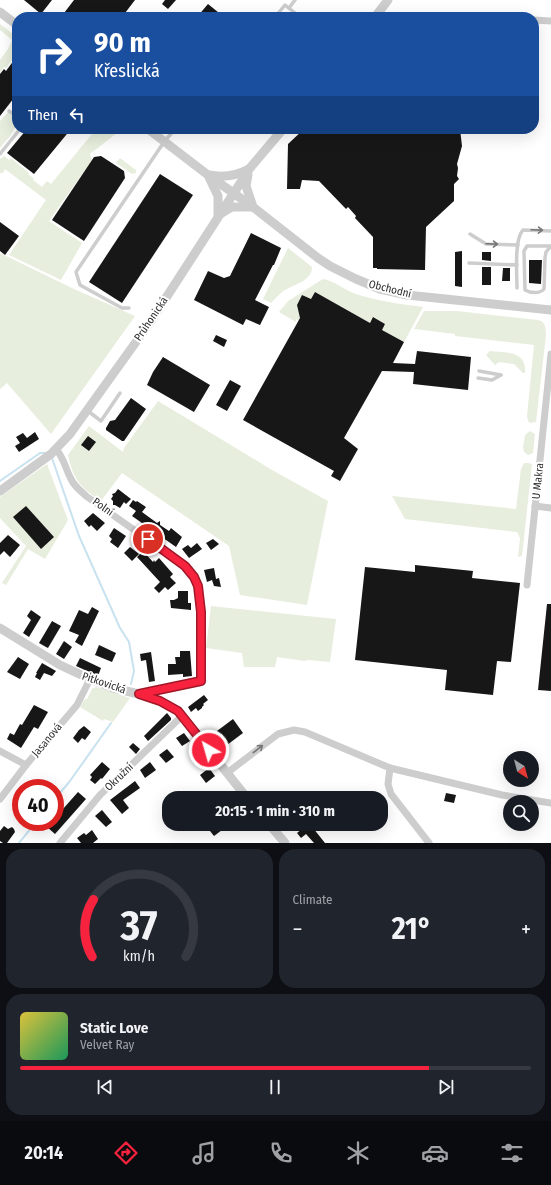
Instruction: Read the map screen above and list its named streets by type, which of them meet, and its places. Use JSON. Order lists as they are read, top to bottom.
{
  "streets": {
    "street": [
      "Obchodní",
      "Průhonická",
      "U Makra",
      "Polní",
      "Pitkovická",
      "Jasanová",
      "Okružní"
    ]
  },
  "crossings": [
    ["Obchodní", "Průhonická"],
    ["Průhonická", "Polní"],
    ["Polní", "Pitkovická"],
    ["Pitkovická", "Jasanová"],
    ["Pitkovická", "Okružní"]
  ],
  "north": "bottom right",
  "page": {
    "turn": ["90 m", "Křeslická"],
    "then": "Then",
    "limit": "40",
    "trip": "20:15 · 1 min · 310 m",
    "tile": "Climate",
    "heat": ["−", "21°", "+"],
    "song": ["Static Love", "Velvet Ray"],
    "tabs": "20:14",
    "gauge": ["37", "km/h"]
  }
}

**WORK REQUEST**
Each line above must be set down exactly, though no picture should be carried over.

**REPLY**
Instruction: Read the map screen above and list its named streets by type, which of them meet, and its places. Use JSON. Order lists as they are read, top to bottom.
{
  "streets": {
    "street": [
      "Obchodní",
      "Průhonická",
      "U Makra",
      "Polní",
      "Pitkovická",
      "Jasanová",
      "Okružní"
    ]
  },
  "crossings": [
    ["Obchodní", "Průhonická"],
    ["Průhonická", "Polní"],
    ["Polní", "Pitkovická"],
    ["Pitkovická", "Jasanová"],
    ["Pitkovická", "Okružní"]
  ],
  "north": "bottom right",
  "page": {
    "turn": ["90 m", "Křeslická"],
    "then": "Then",
    "limit": "40",
    "trip": "20:15 · 1 min · 310 m",
    "tile": "Climate",
    "heat": ["−", "21°", "+"],
    "song": ["Static Love", "Velvet Ray"],
    "tabs": "20:14",
    "gauge": ["37", "km/h"]
  }
}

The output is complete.